Activity: All lines of the material below that include the string "canal" are to be copied.

____ Raw data

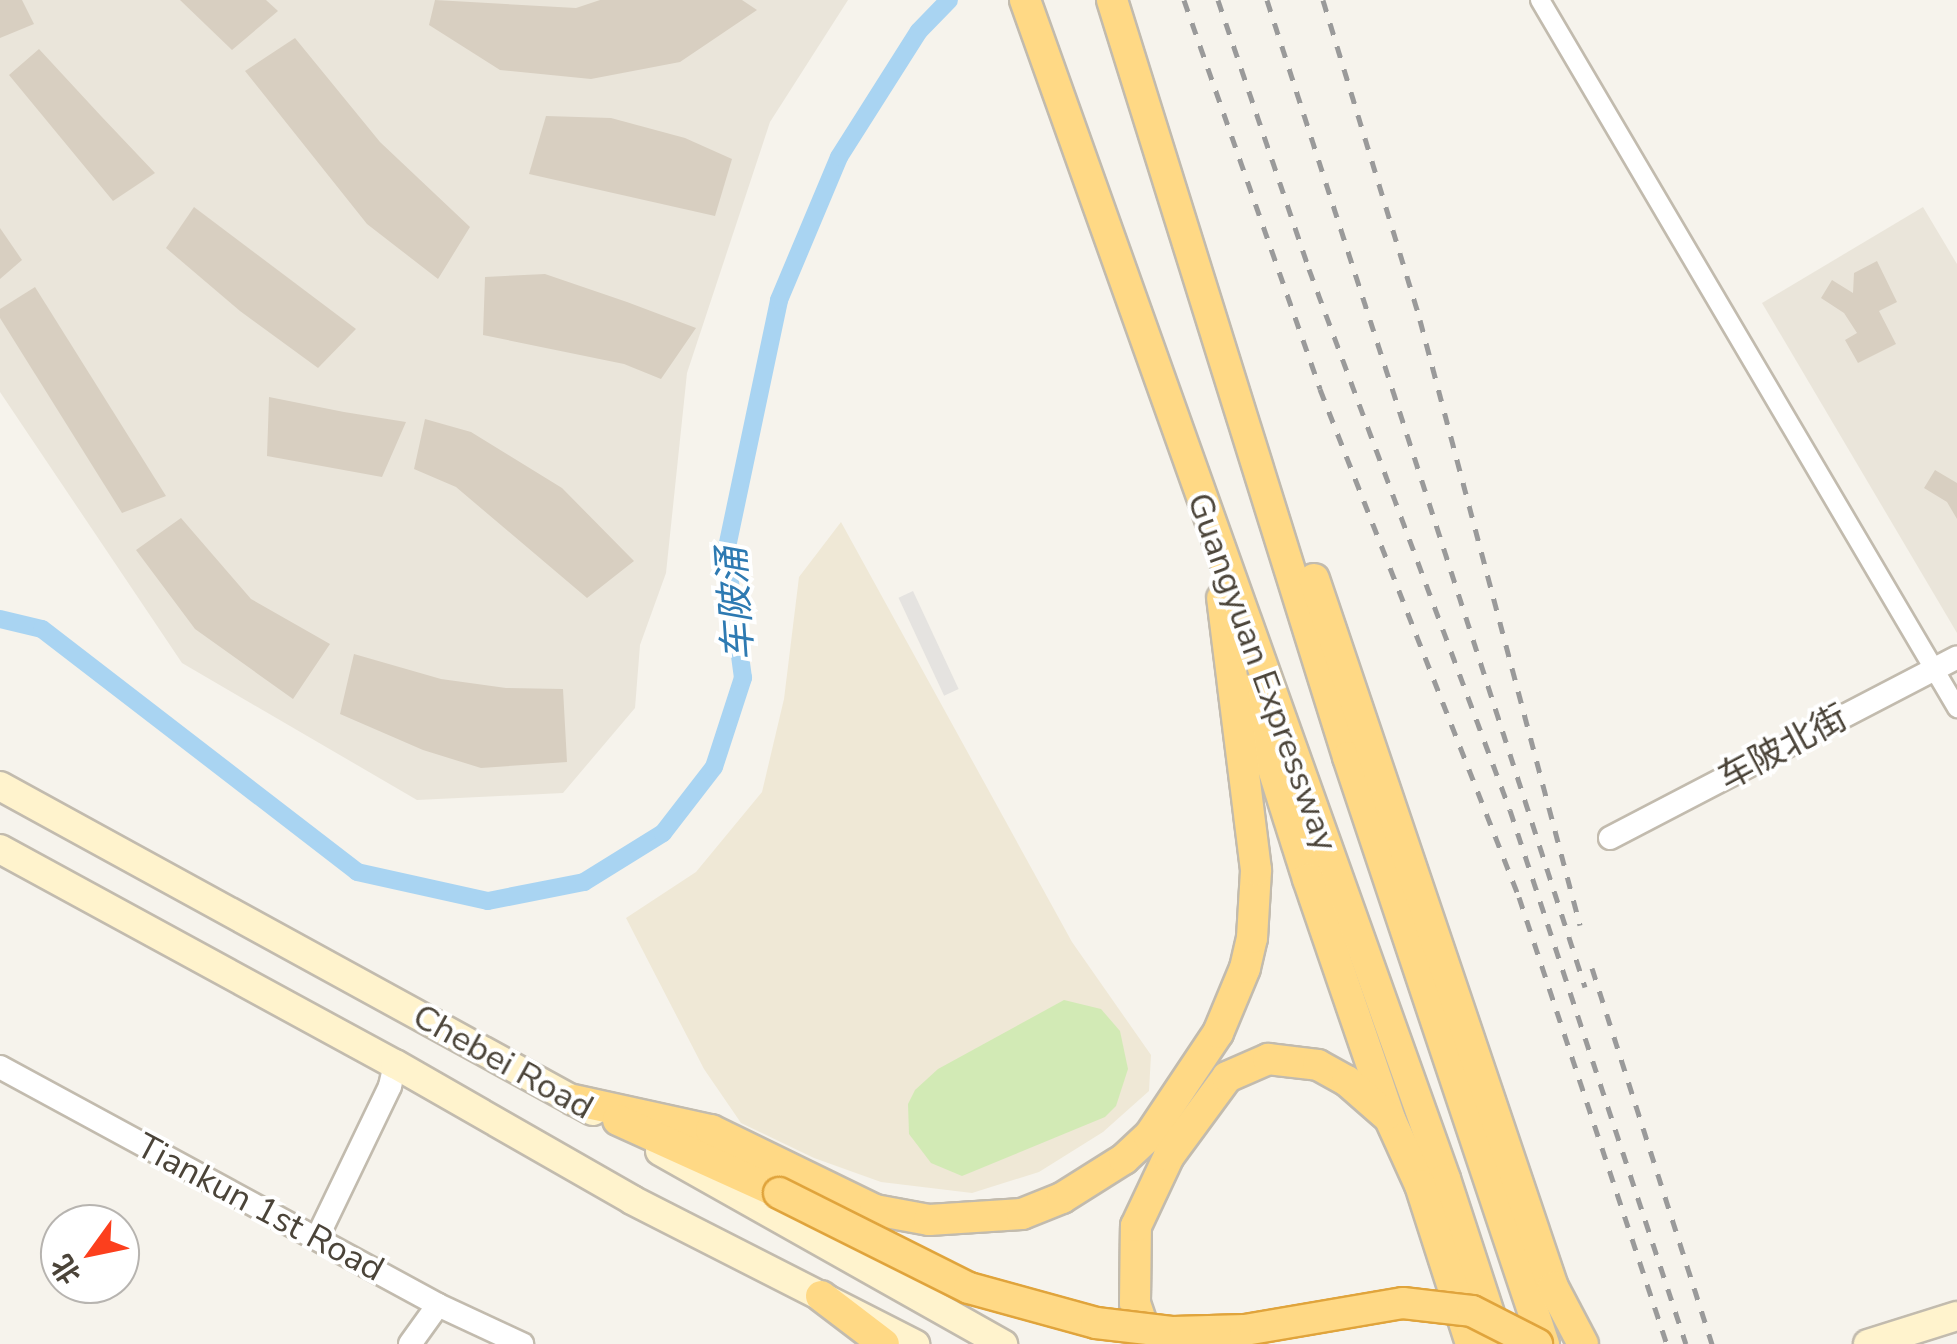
<!DOCTYPE html>
<html>
<head>
<meta charset="utf-8">
<style>
	body { margin:0 }
	#map { position:relative; width:1957px; height:1344px; overflow:hidden; background:#f6f3ec; font-family:"Nunito Sans","Noto Sans SC",sans-serif }
	div>[style] { position:absolute }
	.residential>* { inset:0; background:#eae5da }
	.education>* { inset:0; background:#efe8d6 }
	.green>* { inset:0; background:#d2eab5 }
	.parking>* { inset:0; background:#e5e3e0; transform-origin:0 0 }
	.canal>* { height:18px; margin:-9px; padding:0 9px; transform-origin:9px; border-radius:9px; background:#a9d4f2 }
	.building>* { inset:0; background:#d8cfc1 }
	.roads { filter:drop-shadow(2px 0 #c2bbae) drop-shadow(-2px 0 #c2bbae) drop-shadow(0 2px #c2bbae) drop-shadow(0 -2px #c2bbae) }
	.minor>* { height:18px; margin:-9px; padding:0 9px; transform-origin:9px; border-radius:9px; background:#fff }
	.tertiary>* { height:22px; margin:-11px; padding:0 11px; transform-origin:11px; border-radius:11px; background:#fff }
	.secondary>* { height:28px; margin:-14px; padding:0 14px; transform-origin:14px; border-radius:14px; background:#fff3cd }
	.trunk>* { height:30px; margin:-15px; padding:0 15px; transform-origin:15px; border-radius:15px; background:#ffd985 }
	.rail>* { height:5px; margin-top:-2.5px; transform-origin:0; background:repeating-linear-gradient(90deg,#9a9a9a 0 12px,transparent 0 24px) }
	.bridges { filter:drop-shadow(2px 0 #e0a43c) drop-shadow(-2px 0 #e0a43c) drop-shadow(0 2px #e0a43c) drop-shadow(0 -2px #e0a43c) }
	.trunk-bridge>* { height:30px; margin:-15px; padding:0 15px; transform-origin:15px; border-radius:15px; background:#ffd985 }
	span { translate:-50% -50%; white-space:nowrap; text-align:center; line-height:1.15; -webkit-text-stroke:8px #fff; paint-order:stroke }
	.street-label { font-size:35px; color:#4b4439 }
	.water-label { font-size:38px; color:#2e7ab2; font-style:italic }
	.north { position:absolute; left:40px; top:1204px; width:100px; height:100px; box-sizing:border-box; background:#fff; border:2px solid #b7b4b0; border-radius:50%; rotate:237deg; font-size:28px; font-weight:700; line-height:40px; text-align:center; color:#4b4439 }
	.north::after { content:''; display:block; margin:auto; width:35px; height:45px; background:#fc3f1d; clip-path:polygon(50% 0,100% 100%,50% 72%,0 100%) }
</style>
</head>
<body>
<div id="map">
	<div class="residential">
		<i style="clip-path:polygon(0 0,848px 0,770px 122px,687px 373px,666px 573px,640px 645px,635px 708px,563px 793px,417px 800px,182px 663px,0 392px)"></i>
		<i style="clip-path:polygon(1923px 207px,1957px 264px,1957px 633px,1762px 303px)"></i>
	</div>
	<div class="education">
		<i style="clip-path:polygon(841px 522px,1072px 942px,1151px 1055px,1149px 1091px,1103px 1132px,1039px 1172px,972px 1193px,881px 1182px,814px 1158px,741px 1123px,704px 1069px,626px 918px,696px 872px,762px 792px,784px 699px,799px 577px)"></i>
	</div>
	<div class="green">
		<i style="clip-path:polygon(1064px 1000px,1101px 1009px,1120px 1031px,1128px 1069px,1116px 1106px,1105px 1117px,962px 1176px,931px 1163px,909px 1134px,908px 1104px,915px 1090px,938px 1069px)"></i>
	</div>
	<div class="parking">
		<i style="left:913px;top:591px;width:108px;height:16px;rotate:65deg"></i>
	</div>
	<div class="canal">
		<i style="left:0;top:619px;width:43px;rotate:13.4deg"></i>
		<i style="left:42px;top:629px;width:398px;rotate:37.6deg"></i>
		<i style="left:357px;top:872px;width:134px;rotate:12.5deg"></i>
		<i style="left:488px;top:901px;width:98px;rotate:-11.2deg"></i>
		<i style="left:584px;top:882px;width:93px;rotate:-31.8deg"></i>
		<i style="left:663px;top:833px;width:83px;rotate:-52.3deg"></i>
		<i style="left:714px;top:767px;width:94px;rotate:-72deg"></i>
		<i style="left:743px;top:678px;width:127px;rotate:-97.7deg"></i>
		<i style="left:726px;top:552px;width:258px;rotate:-78.1deg"></i>
		<i style="left:779px;top:300px;width:155px;rotate:-67.2deg"></i>
		<i style="left:839px;top:157px;width:149px;rotate:-57.6deg"></i>
		<i style="left:919px;top:31px;width:43px;rotate:-45.9deg"></i>
	</div>
	<div class="building">
		<i style="clip-path:polygon(0 0,22px 0,34px 24px,0 38px)"></i>
		<i style="clip-path:polygon(180px 0,266px 0,278px 11px,232px 50px)"></i>
		<i style="clip-path:polygon(435px 0,576px 8px,600px 0,742px 0,757px 10px,680px 62px,591px 79px,500px 70px,429px 25px)"></i>
		<i style="clip-path:polygon(295px 38px,380px 142px,470px 227px,438px 279px,367px 224px,245px 71px)"></i>
		<i style="clip-path:polygon(39px 49px,101px 116px,155px 173px,113px 201px,9px 75px)"></i>
		<i style="clip-path:polygon(546px 116px,611px 118px,685px 138px,732px 159px,715px 216px,529px 174px)"></i>
		<i style="clip-path:polygon(194px 207px,356px 329px,318px 368px,240px 311px,166px 248px)"></i>
		<i style="clip-path:polygon(0 228px,22px 260px,0 279px)"></i>
		<i style="clip-path:polygon(1877px 261px,1897px 302px,1879px 311px,1896px 344px,1858px 363px,1845px 340px,1857px 333px,1844px 313px,1821px 298px,1832px 280px,1853px 293px,1854px 273px)"></i>
		<i style="clip-path:polygon(545px 274px,627px 302px,696px 328px,661px 379px,624px 364px,483px 335px,485px 277px)"></i>
		<i style="clip-path:polygon(35px 287px,166px 496px,122px 513px,0 318px,0 309px)"></i>
		<i style="clip-path:polygon(269px 397px,344px 412px,406px 422px,382px 477px,267px 456px)"></i>
		<i style="clip-path:polygon(425px 419px,471px 432px,562px 488px,634px 561px,587px 598px,456px 487px,414px 469px)"></i>
		<i style="clip-path:polygon(1935px 470px,1957px 483px,1957px 519px,1947px 502px,1924px 488px)"></i>
		<i style="clip-path:polygon(181px 518px,251px 599px,330px 644px,293px 699px,195px 629px,136px 550px)"></i>
		<i style="clip-path:polygon(354px 654px,441px 679px,506px 688px,563px 689px,567px 762px,481px 768px,423px 750px,340px 714px)"></i>
	</div>
	<div class="roads">
		<div class="minor">
			<i style="left:1540px;top:0;width:822px;rotate:59.5deg"></i>
		</div>
		<div class="tertiary">
			<i style="left:1610px;top:838px;width:391px;rotate:-27.5deg"></i>
			<i style="left:0;top:1067px;width:498px;rotate:28.5deg"></i>
			<i style="left:438px;top:1305px;width:93px;rotate:24.9deg"></i>
			<i style="left:317px;top:1238px;width:169px;rotate:-64.3deg"></i>
			<i style="left:390px;top:1086px;width:23px;rotate:-77deg"></i>
			<i style="left:410px;top:1344px;width:48px;rotate:-54.3deg"></i>
		</div>
		<div class="secondary">
			<i style="left:0;top:786px;width:676px;rotate:28.73deg"></i>
			<i style="left:0;top:849px;width:450px;rotate:28.6deg"></i>
			<i style="left:395px;top:1064px;width:273px;rotate:29.8deg"></i>
			<i style="left:632px;top:1200px;width:318px;rotate:27deg"></i>
			<i style="left:660px;top:1151px;width:394px;rotate:29.4deg"></i>
			<i style="left:1868px;top:1344px;width:93px;rotate:-17.5deg"></i>
		</div>
		<div class="trunk">
			<i style="left:1025px;top:0;width:1252px;rotate:70.39deg"></i>
			<i style="left:1445px;top:1179px;width:174px;rotate:71.9deg"></i>
			<i style="left:1112px;top:0;width:793px;rotate:72.68deg"></i>
			<i style="left:1348px;top:757px;width:619px;rotate:71.54deg"></i>
			<i style="left:1314px;top:579px;width:747px;rotate:71.35deg"></i>
			<i style="left:1553px;top:1287px;width:64px;rotate:62.2deg"></i>
			<i style="left:1248px;top:690px;width:198px;rotate:72.4deg"></i>
			<i style="left:1308px;top:879px;width:254px;rotate:71.1deg"></i>
			<i style="left:1390px;top:1119px;width:72px;rotate:65.6deg"></i>
			<i style="left:1420px;top:1185px;width:167px;rotate:72.2deg"></i>
			<i style="left:574px;top:1100px;width:140px;rotate:12.4deg"></i>
			<i style="left:711px;top:1130px;width:182px;rotate:26deg"></i>
			<i style="left:875px;top:1210px;width:55px;rotate:10.5deg"></i>
			<i style="left:929px;top:1220px;width:93px;rotate:-3.7deg"></i>
			<i style="left:1022px;top:1214px;width:43px;rotate:-21.8deg"></i>
			<i style="left:1062px;top:1198px;width:73px;rotate:-32.2deg"></i>
			<i style="left:1124px;top:1159px;width:34px;rotate:-43deg"></i>
			<i style="left:1149px;top:1136px;width:124px;rotate:-56.2deg"></i>
			<i style="left:1218px;top:1033px;width:70px;rotate:-67.4deg"></i>
			<i style="left:1245px;top:968px;width:31px;rotate:-77deg"></i>
			<i style="left:1252px;top:938px;width:68px;rotate:-86.6deg"></i>
			<i style="left:1256px;top:870px;width:274px;rotate:-97.1deg"></i>
			<i style="left:618px;top:1120px;width:177px;rotate:24.4deg"></i>
			<i style="left:821px;top:1296px;width:79px;rotate:37.3deg"></i>
			<i style="left:1149px;top:1344px;width:43px;rotate:-108.9deg"></i>
			<i style="left:1135px;top:1303px;width:77px;rotate:-89.3deg"></i>
			<i style="left:1136px;top:1226px;width:77px;rotate:-64.8deg"></i>
			<i style="left:1169px;top:1156px;width:98px;rotate:-53.7deg"></i>
			<i style="left:1227px;top:1077px;width:45px;rotate:-23.7deg"></i>
			<i style="left:1268px;top:1059px;width:50px;rotate:6.8deg"></i>
			<i style="left:1318px;top:1065px;width:33px;rotate:29deg"></i>
			<i style="left:1347px;top:1081px;width:52px;rotate:41.1deg"></i>
		</div>
	</div>
	<div class="rail">
		<i style="left:1184px;top:0;width:412px;rotate:70.7deg"></i>
		<i style="left:1320px;top:389px;width:546px;rotate:68.61deg"></i>
		<i style="left:1519px;top:897px;width:471px;rotate:71.7deg"></i>
		<i style="left:1218px;top:0;width:284px;rotate:71.3deg"></i>
		<i style="left:1309px;top:269px;width:577px;rotate:69.62deg"></i>
		<i style="left:1510px;top:810px;width:562px;rotate:71.76deg"></i>
		<i style="left:1267px;top:0;width:1037px;rotate:72.14deg"></i>
		<i style="left:1323px;top:0;width:334px;rotate:73.1deg"></i>
		<i style="left:1420px;top:320px;width:626px;rotate:75.19deg"></i>
		<i style="left:1592px;top:968px;width:395px;rotate:72.3deg"></i>
	</div>
	<div class="bridges">
		<div class="trunk-bridge">
			<i style="left:779px;top:1193px;width:212px;rotate:26.6deg"></i>
			<i style="left:969px;top:1288px;width:132px;rotate:15.4deg"></i>
			<i style="left:1096px;top:1323px;width:78px;rotate:6.7deg"></i>
			<i style="left:1173px;top:1332px;width:72px;rotate:-1.6deg"></i>
			<i style="left:1245px;top:1330px;width:160px;rotate:-9.7deg"></i>
			<i style="left:1403px;top:1303px;width:69px;rotate:6.6deg"></i>
			<i style="left:1472px;top:1311px;width:73px;rotate:26.9deg"></i>
		</div>
	</div>
	<div class="street-label">
		<span style="left:1262px;top:672px;rotate:70deg">Guangyuan Expressway</span>
		<span style="left:1783px;top:748px;rotate:-28deg">车陂北街</span>
		<span style="left:503px;top:1062px;rotate:29deg">Chebei Road</span>
		<span style="left:260px;top:1208px;rotate:28deg">Tiankun 1st Road</span>
	</div>
	<div class="water-label">
		<span style="left:736px;top:604px;rotate:-94deg">车陂涌</span>
	</div>
	<div class="north">北</div>
</div>
</body>
</html>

________

Written solution:
	.canal>* { height:18px; margin:-9px; padding:0 9px; transform-origin:9px; border-radius:9px; background:#a9d4f2 }
	<div class="canal">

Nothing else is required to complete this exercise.